*** Input for this task ***

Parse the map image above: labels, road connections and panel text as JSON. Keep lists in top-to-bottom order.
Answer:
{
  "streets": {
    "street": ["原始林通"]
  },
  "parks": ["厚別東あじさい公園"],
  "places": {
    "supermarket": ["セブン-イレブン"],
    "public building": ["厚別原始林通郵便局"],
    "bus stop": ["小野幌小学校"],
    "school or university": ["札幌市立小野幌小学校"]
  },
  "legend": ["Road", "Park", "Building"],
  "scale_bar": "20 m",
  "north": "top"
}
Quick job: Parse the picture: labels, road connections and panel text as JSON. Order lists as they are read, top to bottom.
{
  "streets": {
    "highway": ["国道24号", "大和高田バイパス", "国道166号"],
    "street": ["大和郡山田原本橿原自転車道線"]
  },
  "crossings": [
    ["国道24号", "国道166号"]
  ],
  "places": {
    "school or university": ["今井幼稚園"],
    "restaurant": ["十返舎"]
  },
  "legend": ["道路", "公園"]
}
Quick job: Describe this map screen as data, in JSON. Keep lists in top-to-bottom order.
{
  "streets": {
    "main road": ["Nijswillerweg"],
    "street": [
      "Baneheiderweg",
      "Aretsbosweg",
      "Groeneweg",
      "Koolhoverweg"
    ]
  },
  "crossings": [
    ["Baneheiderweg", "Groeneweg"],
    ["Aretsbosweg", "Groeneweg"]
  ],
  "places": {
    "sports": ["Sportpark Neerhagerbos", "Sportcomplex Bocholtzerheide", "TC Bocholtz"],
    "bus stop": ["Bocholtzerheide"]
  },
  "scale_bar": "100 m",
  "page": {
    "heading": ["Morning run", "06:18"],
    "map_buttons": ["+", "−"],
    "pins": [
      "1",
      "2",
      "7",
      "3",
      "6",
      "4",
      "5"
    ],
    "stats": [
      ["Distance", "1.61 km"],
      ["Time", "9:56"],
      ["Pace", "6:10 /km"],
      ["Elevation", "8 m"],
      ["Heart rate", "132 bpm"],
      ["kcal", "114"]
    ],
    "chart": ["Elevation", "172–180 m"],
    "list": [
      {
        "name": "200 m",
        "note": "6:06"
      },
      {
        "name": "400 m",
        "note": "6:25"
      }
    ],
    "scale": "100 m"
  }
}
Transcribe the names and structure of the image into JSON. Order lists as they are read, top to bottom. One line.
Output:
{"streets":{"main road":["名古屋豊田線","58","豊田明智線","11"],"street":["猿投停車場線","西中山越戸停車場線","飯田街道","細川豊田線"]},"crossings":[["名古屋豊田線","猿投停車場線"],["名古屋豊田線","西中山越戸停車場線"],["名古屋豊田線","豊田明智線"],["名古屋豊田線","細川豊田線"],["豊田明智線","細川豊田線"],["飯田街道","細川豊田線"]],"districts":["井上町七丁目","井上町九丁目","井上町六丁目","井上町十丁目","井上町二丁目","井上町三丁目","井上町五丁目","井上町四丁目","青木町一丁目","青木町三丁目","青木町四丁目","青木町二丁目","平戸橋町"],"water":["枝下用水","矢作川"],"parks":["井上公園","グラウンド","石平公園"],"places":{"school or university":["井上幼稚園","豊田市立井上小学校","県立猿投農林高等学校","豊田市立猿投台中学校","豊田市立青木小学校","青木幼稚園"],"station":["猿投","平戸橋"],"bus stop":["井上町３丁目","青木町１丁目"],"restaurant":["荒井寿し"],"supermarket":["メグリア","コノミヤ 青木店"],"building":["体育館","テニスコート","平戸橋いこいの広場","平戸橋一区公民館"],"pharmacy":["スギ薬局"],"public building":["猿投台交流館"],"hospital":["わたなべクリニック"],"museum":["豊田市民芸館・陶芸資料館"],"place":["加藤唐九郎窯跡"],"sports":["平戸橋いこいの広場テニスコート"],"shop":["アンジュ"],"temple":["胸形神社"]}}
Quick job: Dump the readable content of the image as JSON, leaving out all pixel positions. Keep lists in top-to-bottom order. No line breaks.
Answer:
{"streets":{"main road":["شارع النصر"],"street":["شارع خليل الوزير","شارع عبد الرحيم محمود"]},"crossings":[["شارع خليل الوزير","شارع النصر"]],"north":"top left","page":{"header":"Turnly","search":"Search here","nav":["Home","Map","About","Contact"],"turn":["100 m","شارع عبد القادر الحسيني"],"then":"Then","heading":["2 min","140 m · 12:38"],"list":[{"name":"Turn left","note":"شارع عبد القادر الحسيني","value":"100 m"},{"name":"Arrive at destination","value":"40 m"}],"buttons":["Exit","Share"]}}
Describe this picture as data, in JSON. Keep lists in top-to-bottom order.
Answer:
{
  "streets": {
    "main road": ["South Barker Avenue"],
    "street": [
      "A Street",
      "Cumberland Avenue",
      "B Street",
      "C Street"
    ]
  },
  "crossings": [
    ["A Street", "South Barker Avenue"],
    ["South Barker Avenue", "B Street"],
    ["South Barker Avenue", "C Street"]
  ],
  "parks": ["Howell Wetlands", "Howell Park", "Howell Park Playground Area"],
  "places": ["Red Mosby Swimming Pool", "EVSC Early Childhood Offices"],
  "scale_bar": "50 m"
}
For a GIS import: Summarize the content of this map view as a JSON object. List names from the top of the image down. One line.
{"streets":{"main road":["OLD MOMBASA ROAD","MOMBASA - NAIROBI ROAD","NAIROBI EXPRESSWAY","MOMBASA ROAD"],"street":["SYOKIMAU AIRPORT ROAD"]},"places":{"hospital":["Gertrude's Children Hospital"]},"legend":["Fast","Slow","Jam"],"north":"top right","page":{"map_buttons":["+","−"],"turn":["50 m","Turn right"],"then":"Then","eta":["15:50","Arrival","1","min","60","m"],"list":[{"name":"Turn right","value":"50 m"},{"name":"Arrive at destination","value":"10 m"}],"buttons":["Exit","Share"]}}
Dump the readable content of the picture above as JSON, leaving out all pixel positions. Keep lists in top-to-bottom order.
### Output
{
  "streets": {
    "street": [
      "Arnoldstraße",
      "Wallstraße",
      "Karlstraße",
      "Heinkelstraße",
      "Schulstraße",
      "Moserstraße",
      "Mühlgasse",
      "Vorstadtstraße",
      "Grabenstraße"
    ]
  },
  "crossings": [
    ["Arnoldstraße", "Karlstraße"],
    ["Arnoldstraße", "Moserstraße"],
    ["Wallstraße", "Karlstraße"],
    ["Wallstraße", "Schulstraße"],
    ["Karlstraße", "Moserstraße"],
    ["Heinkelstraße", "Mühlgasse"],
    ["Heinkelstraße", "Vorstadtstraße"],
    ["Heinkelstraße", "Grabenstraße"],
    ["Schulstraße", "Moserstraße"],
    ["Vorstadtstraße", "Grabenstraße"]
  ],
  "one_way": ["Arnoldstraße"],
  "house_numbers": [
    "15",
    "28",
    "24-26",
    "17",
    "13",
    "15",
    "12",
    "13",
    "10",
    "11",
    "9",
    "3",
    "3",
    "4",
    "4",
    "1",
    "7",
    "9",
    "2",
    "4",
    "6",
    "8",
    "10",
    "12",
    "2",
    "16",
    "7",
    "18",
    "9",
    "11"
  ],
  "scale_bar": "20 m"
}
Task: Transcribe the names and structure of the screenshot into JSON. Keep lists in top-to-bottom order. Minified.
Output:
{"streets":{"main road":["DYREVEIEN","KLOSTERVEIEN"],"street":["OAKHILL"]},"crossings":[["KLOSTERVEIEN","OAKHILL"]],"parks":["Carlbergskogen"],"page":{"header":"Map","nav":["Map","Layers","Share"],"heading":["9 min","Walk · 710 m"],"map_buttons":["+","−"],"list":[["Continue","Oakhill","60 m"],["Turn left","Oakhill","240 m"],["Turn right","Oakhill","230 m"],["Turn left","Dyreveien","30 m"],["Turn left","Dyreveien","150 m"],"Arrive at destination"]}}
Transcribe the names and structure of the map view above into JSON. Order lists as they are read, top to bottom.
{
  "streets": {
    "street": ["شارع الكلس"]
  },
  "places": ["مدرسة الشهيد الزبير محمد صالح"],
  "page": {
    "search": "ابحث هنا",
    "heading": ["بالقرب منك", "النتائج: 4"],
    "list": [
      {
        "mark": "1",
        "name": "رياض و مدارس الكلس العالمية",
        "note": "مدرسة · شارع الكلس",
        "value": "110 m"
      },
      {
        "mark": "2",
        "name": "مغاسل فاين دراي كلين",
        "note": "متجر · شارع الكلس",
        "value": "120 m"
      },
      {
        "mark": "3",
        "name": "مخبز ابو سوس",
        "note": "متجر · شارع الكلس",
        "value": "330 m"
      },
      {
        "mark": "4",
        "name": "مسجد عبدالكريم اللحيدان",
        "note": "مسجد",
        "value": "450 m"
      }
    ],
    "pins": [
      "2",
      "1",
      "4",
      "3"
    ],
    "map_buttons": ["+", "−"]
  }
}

*** End of Input for this task ***

▶ _Work task_:
A complete answer lists every line of the listing above that holds the word "readable".

▶ _Output below_:
Quick job: Dump the readable content of the image as JSON, leaving out all pixel positions. Keep lists in top-to-bottom order. No line breaks.
Dump the readable content of the picture above as JSON, leaving out all pixel positions. Keep lists in top-to-bottom order.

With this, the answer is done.